General Anatomy, Applied to Physiology and Medicine, Vol. 2 (of 3)
Part 6
The circulation of the pulmonary capillaries, is, like that of the others, under the influence of the tonic forces of the part, and not under that of the impulse of the heart. This impulse terminates at the extremity of the branches of the pulmonary artery. In inflammation then of the lungs, the blood is not mechanically arrested in this organ; then, when you bleed, it is not to diminish the _vis à tergo_. You might draw ten basins from the patient, but the lungs most commonly would not empty themselves; they would be less fatigued by the entrance of the blood; but that which was stagnant in the capillary system would still remain there. So long as there is a point of irritation, it will be, if we may so say, a magnet which will attract the blood, and completely change its direction; which was before from the artery to the veins, it will now be only towards the irritated point. Bleeding acts then, 1st, by diminishing the blood that enters the lungs, and consequently by lessening the fatigue of this diseased organ; 2d, by diminishing the irritation of the solid, which attracts the blood, and retains it around the irritated place.
The constant excitement that the air gives to the pulmonary capillary system is favourable to its circulation; but the blood can traverse this system without this excitement, as is proved by my experiments mentioned elsewhere.
III. _Alteration of the Blood in the Pulmonary Capillaries._
There takes place here the reverse of what happens in the general capillaries; the fluid changes from black to red.

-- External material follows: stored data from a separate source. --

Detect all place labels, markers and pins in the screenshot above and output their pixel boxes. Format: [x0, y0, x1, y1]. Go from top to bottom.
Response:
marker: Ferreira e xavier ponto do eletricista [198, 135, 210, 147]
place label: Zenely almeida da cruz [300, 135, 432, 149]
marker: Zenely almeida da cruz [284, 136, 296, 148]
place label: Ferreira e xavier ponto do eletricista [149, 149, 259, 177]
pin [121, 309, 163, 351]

We have already some data upon the causes of this phenomenon; but I think new experiments should be made before a thorough explanation can be given. This is so much the more necessary, because if we knew how the black blood becomes red, it would seem that we might know how the red becomes black.

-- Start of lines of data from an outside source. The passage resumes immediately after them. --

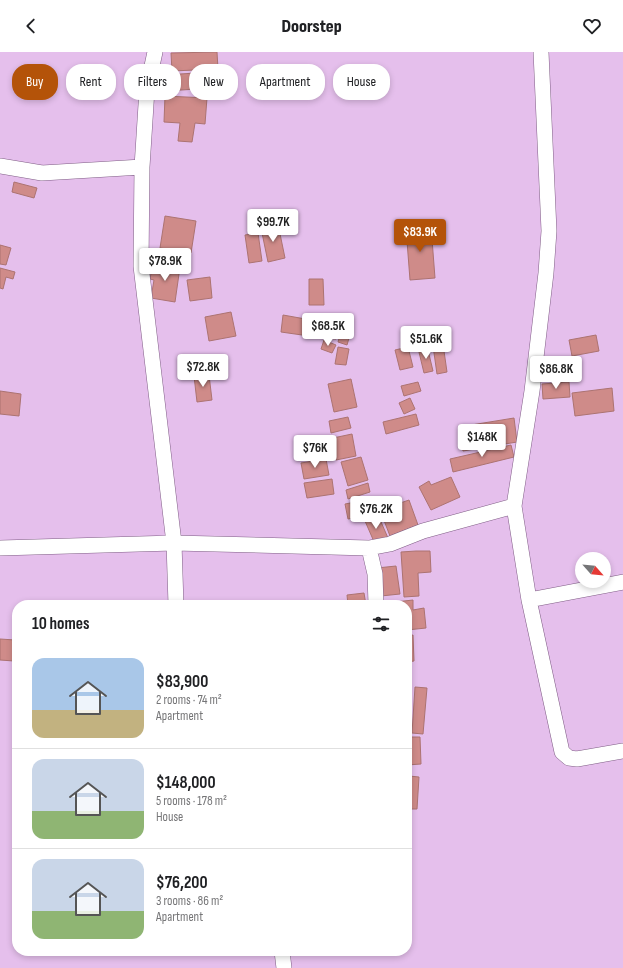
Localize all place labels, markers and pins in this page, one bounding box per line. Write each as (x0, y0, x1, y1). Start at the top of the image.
pin: $99.7K (240, 209, 306, 243)
pin: $83.9K (387, 219, 453, 253)
pin: $78.9K (132, 248, 198, 282)
pin: $68.5K (295, 313, 361, 347)
pin: $51.6K (393, 326, 459, 360)
pin: $72.8K (170, 354, 236, 388)
pin: $86.8K (523, 356, 589, 390)
pin: $148K (454, 424, 510, 458)
pin: $76K (291, 435, 339, 469)
pin: $76.2K (343, 496, 409, 530)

I have stated the phenomena of this change of colour in my work upon Life and Death; it would be superfluous to repeat them. There will be found there also many details upon the circulation of the two capillary systems, which I shall not mention here.
IV. _Remarks upon the state of the Lungs in Dead Bodies._
I will only corroborate here a remark already made in the same work, upon the extreme frequency of pulmonary congestions in the last moments of life. As the lungs alone receive the whole blood of the body, when their forces are weakened, the blood stagnates and accumulates in them; so that according to the state of their forces in the last moments, and the disease, these organs will be more or less heavy, and more or less full of blood. We hardly find them twice in the same state. All subjects that die in pain have these congestions. Thus compare the lungs of dead bodies in our dissecting rooms, with those of animals killed in slaughter-houses; they are entirely different. The organization is almost always concealed in the first by the fluids that crowd them. We cannot study this organization well except in subjects that have died of hemorrhage or syncope. In most others, it is impossible to distinguish any thing. Hence no doubt the reason that we know as yet so little of the intimate structure of this important viscus, as the description I shall give of it will, I hope, prove. I have shown elsewhere how we can at will accumulate a greater or less quantity of blood in the lungs of an animal, by the way in which we kill him.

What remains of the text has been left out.